Notte di terrore a Martano, dove due banditi, hanno fatto irruzione intorno alla mezzanotte nella caffetteria “Sbocchi”, in via Trinchese, quando all’interno del bar c’era soltanto il marito della titolare. I malviventi avevano il volto coperto da calzamaglia, mentre uno di loro era armato di pistola.
Forti dell’arma, i due banditi si sono fatti strada verso il registratore di cassa. Ma qui, forse per impedire che il commerciante opponesse resistenza, lo hanno “zittito” tirandogli un pugno nello stomaco. Non contenti, i due rapinatori, che si sono espressi in dialetto salentino, lo hanno trascinato in uno stanzino sul retro dell’attività, rinchiudendolo all’interno.
Subito dopo, i due banditi hanno allungato le mani nel registratore di cassa, riuscendo a portare via 600 euro, l’incasso della serata. Dunque, sono fuggiti, probabilmente a bordo di un’auto parcheggiata all’esterno.

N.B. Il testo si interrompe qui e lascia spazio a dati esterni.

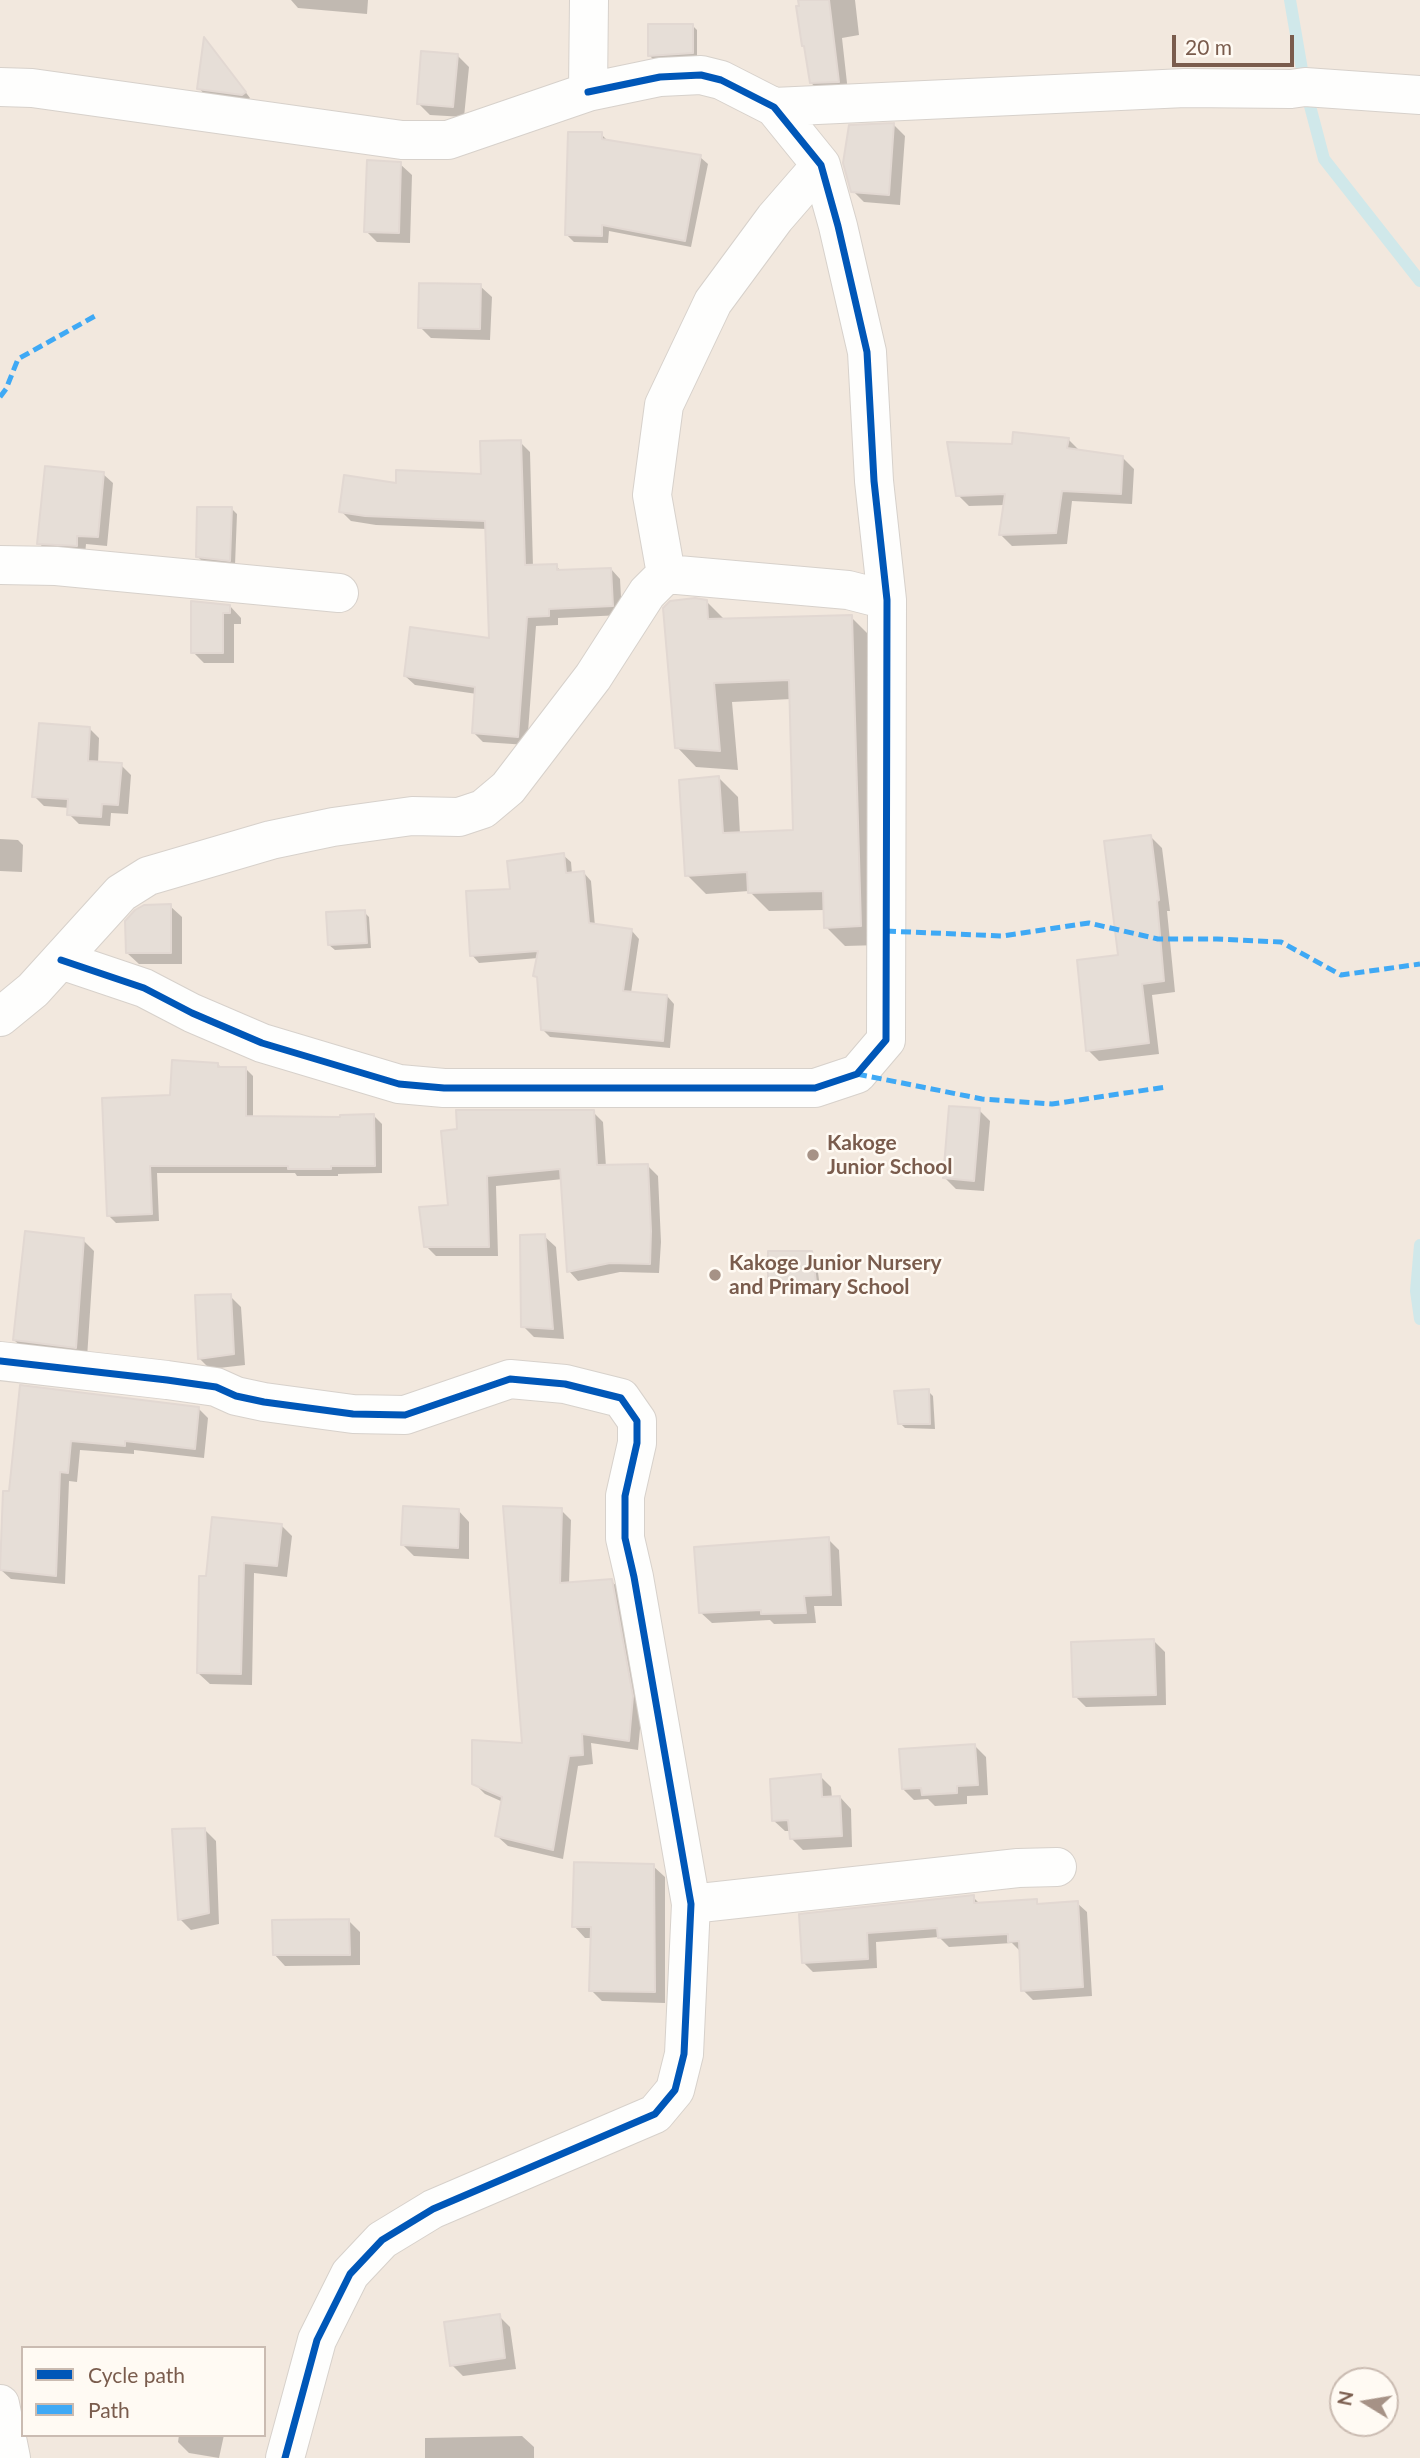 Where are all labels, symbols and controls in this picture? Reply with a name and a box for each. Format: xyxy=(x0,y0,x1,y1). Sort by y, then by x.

Il marito della titolare è riuscito comunque a contattare l’istituto di vigilanza “Alma Roma” ed i carabinieri, dando l’allarme. Le guardie giurate ed i militari, raggiunto il bar, hanno liberato il commerciante ed ascoltato la sua testimonianza. Agli investigatori, l’uomo ha raccontato che i due rapinatori non indossassero guanti, ragion per cui gli uomini della scientifica hanno eseguito numerosi rilievi, alla ricerca di impronte digitali lasciate dai banditi.
Il bar è sprovvisto di telecamere, ma utili ai carabinieri potrebbero rivelarsi le immagini registrate dalle telecamere nelle vicinanze.